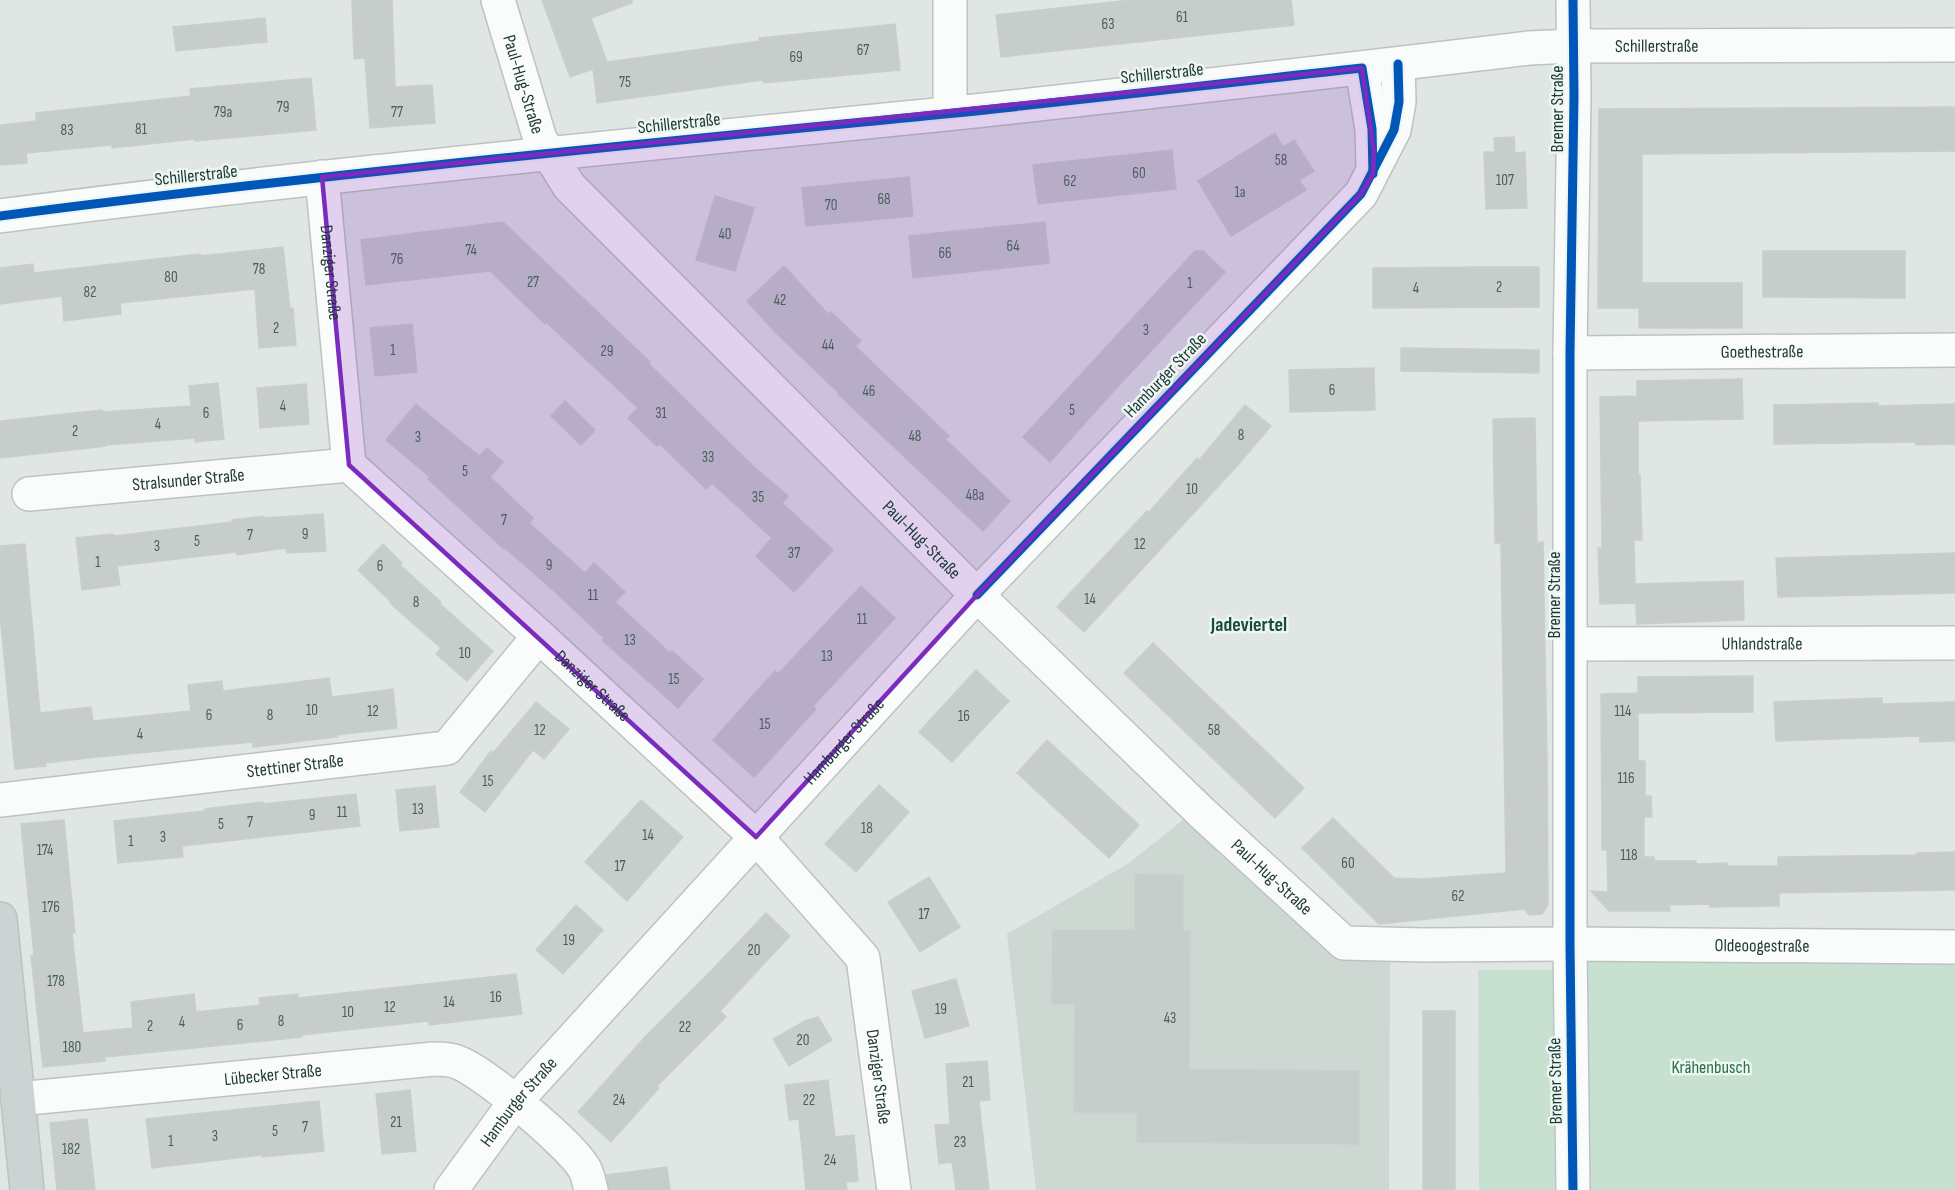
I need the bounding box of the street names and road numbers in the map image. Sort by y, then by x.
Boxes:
street label: Paul-Hug-Straße [498,32,548,136]
street label: Schillerstraße [1615,36,1698,57]
street label: Schillerstraße [1120,59,1205,88]
street label: Bremer Straße [1547,66,1568,152]
street label: Schillerstraße [637,109,722,138]
street label: Schillerstraße [154,161,239,190]
street label: Danziger Straße [316,224,345,321]
street label: Hamburger Straße [1120,329,1211,422]
street label: Goethestraße [1721,341,1803,363]
street label: Stralsunder Straße [131,465,246,496]
street label: Paul-Hug-Straße [878,496,965,584]
street label: Bremer Straße [1544,552,1565,638]
street label: Uhlandstraße [1722,633,1802,655]
street label: Danziger Straße [550,646,634,726]
street label: Hamburger Straße [800,694,889,789]
street label: Stettiner Straße [245,750,345,782]
street label: Paul-Hug-Straße [1227,835,1316,920]
street label: Oldeoogestraße [1714,935,1810,957]
street label: Danziger Straße [862,1028,895,1126]
street label: Bremer Straße [1544,1037,1567,1125]
street label: Hamburger Straße [476,1053,562,1151]
street label: Lübecker Straße [223,1060,323,1090]

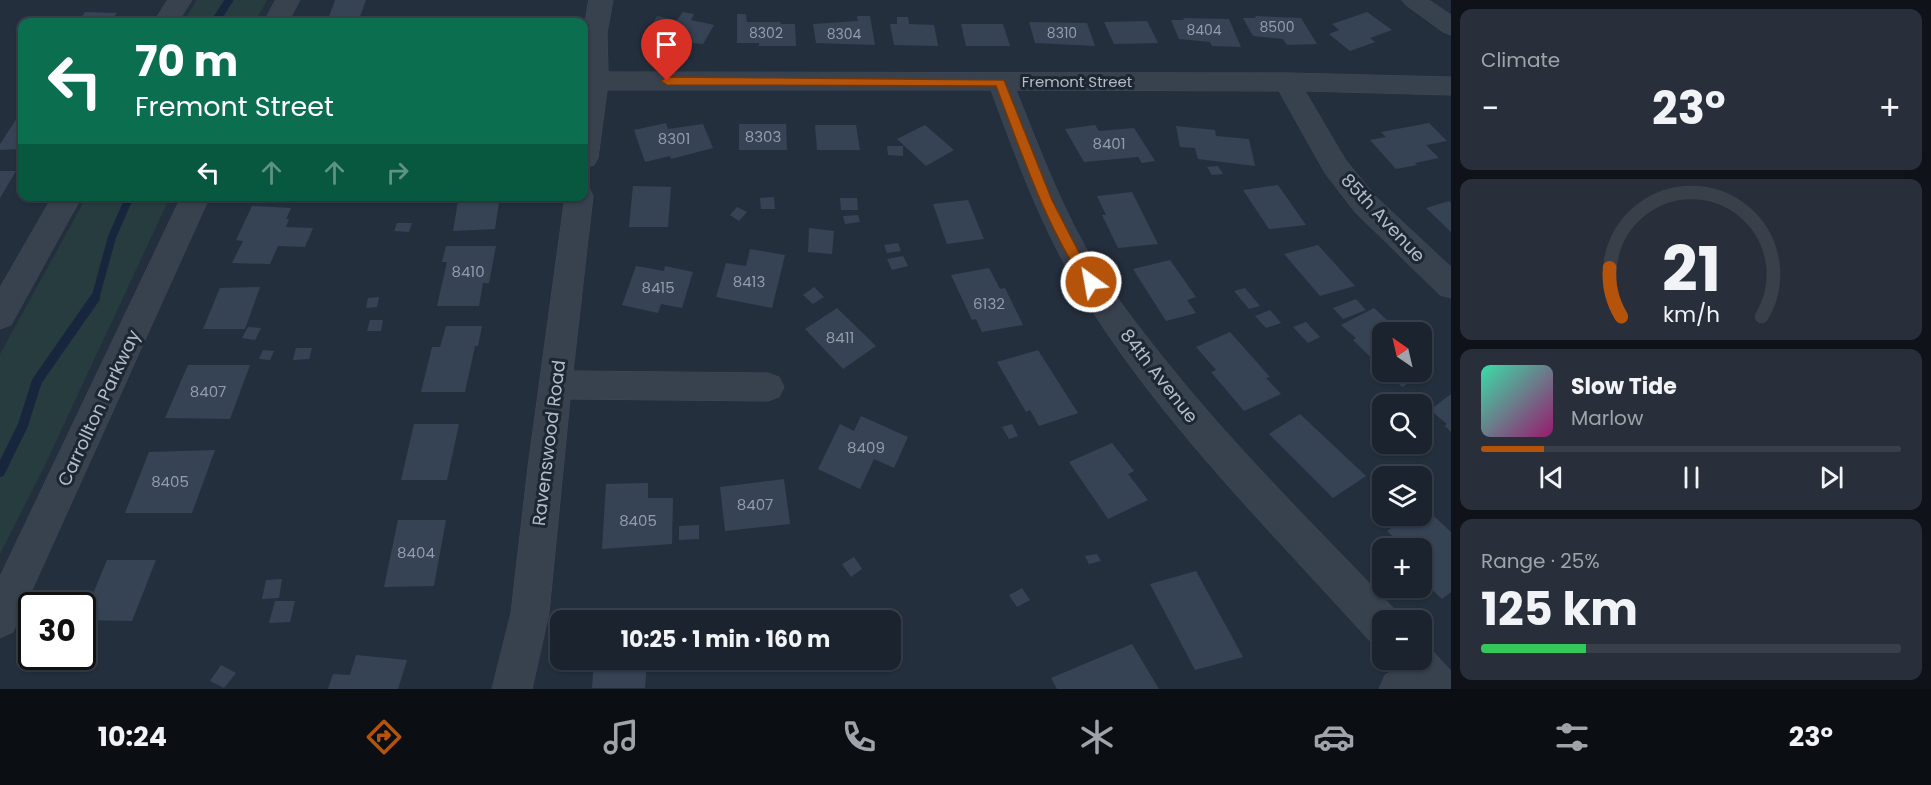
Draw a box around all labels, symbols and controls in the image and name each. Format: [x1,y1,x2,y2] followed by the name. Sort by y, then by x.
[1259,17,1295,37] house number: 8500
[641,19,692,81] pin
[1186,20,1222,40] house number: 8404
[749,23,783,43] house number: 8302
[1047,23,1077,43] house number: 8310
[827,24,862,44] house number: 8304
[650,28,683,61] icon: arrive
[135,32,238,91] text: 70 m
[36,42,114,120] icon: left
[1481,46,1560,74] text: Climate
[1022,71,1132,92] street label: Fremont Street
[1652,77,1726,140] text: 23°
[1481,85,1499,132] text: −
[1878,85,1901,132] text: +
[135,88,334,125] text: Fremont Street
[745,126,781,147] house number: 8303
[658,128,690,149] house number: 8301
[1092,133,1126,154] house number: 8401
[192,156,225,189] icon: left
[255,156,288,189] icon: ahead
[318,156,351,189] icon: ahead
[381,156,414,189] icon: right
[1336,168,1431,268] street label: 85th Avenue
[1661,225,1721,313] text: 21
[1059,250,1123,314] position arrow
[451,261,485,282] house number: 8410
[733,271,765,292] house number: 8413
[641,277,675,298] house number: 8415
[973,293,1005,314] house number: 6132
[1662,299,1720,330] text: km/h
[1372,322,1432,382] north arrow
[1372,322,1432,670] map controls
[1115,323,1204,428] street label: 84th Avenue
[51,326,146,490] street label: Carrollton Parkway
[826,327,854,348] house number: 8411
[526,359,571,527] street label: Ravenswood Road
[1571,371,1677,402] text: Slow Tide
[190,381,226,402] house number: 8407
[1372,394,1432,454] button: search
[1571,404,1643,432] text: Marlow
[847,437,885,458] house number: 8409
[1535,461,1568,494] icon: previous
[1675,461,1708,494] icon: pause
[1815,461,1848,494] icon: next
[1372,466,1432,526] button: layers
[151,471,189,492] house number: 8405
[737,494,773,515] house number: 8407
[619,510,657,531] house number: 8405
[1372,538,1432,598] button: +
[397,542,435,563] house number: 8404
[1481,547,1600,575] text: Range · 25%
[1481,578,1638,641] text: 125 km
[18,592,96,670] speed limit sign: 30
[1372,610,1432,670] button: −
[621,624,830,655] text: 10:25 · 1 min · 160 m
[363,716,405,758] icon: directions
[600,716,642,758] icon: music
[838,716,880,758] icon: phone
[1076,716,1118,758] icon: climate
[1313,716,1355,758] icon: car
[1551,716,1593,758] icon: filters
[98,718,167,755] text: 10:24
[1789,718,1833,755] text: 23°

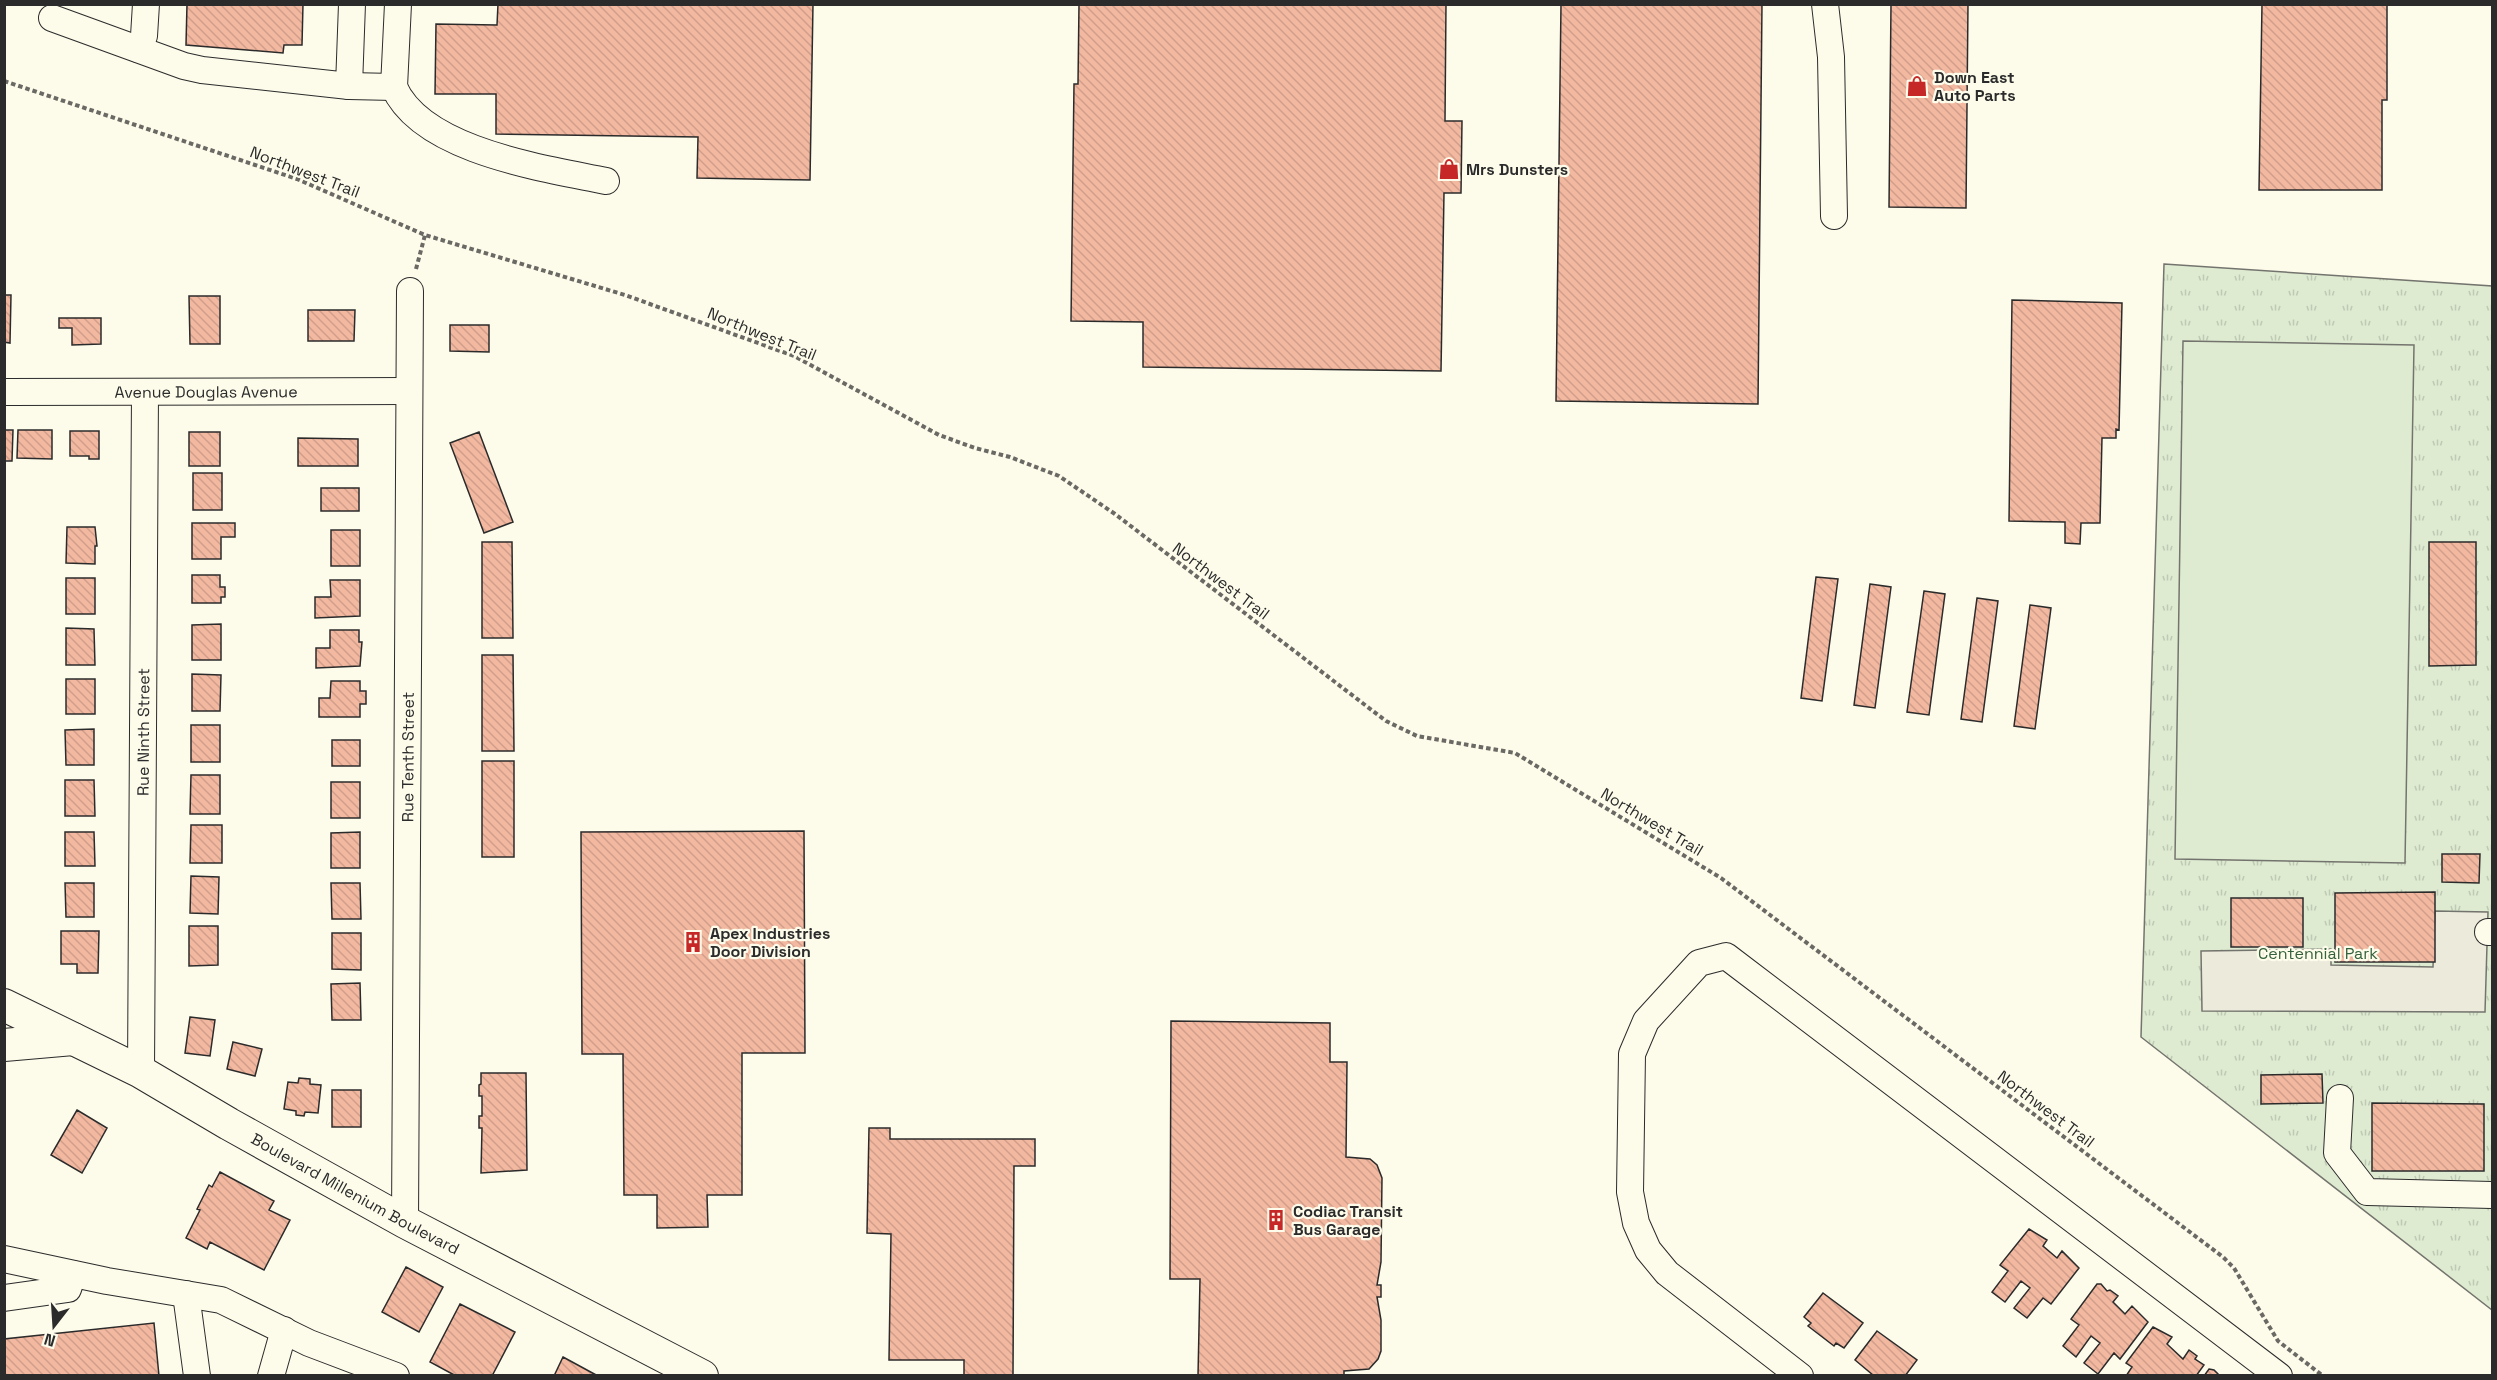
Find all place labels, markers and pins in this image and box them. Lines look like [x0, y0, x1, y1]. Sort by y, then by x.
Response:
place label: Down East Auto Parts [1934, 67, 2016, 106]
shop icon: Down East Auto Parts [1905, 74, 1929, 98]
shop icon: Mrs Dunsters [1437, 157, 1461, 181]
place label: Mrs Dunsters [1466, 159, 1568, 180]
place label: Apex Industries Door Division [710, 923, 830, 962]
building icon: Apex Industries Door Division [681, 930, 705, 954]
place label: Codiac Transit Bus Garage [1293, 1201, 1403, 1240]
building icon: Codiac Transit Bus Garage [1264, 1208, 1288, 1232]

__________

PROBLEM TO WORK ON: Your answer must be one number: how many lines of the data contain "controls".

SOLUTION TO THE EXERCISE: 2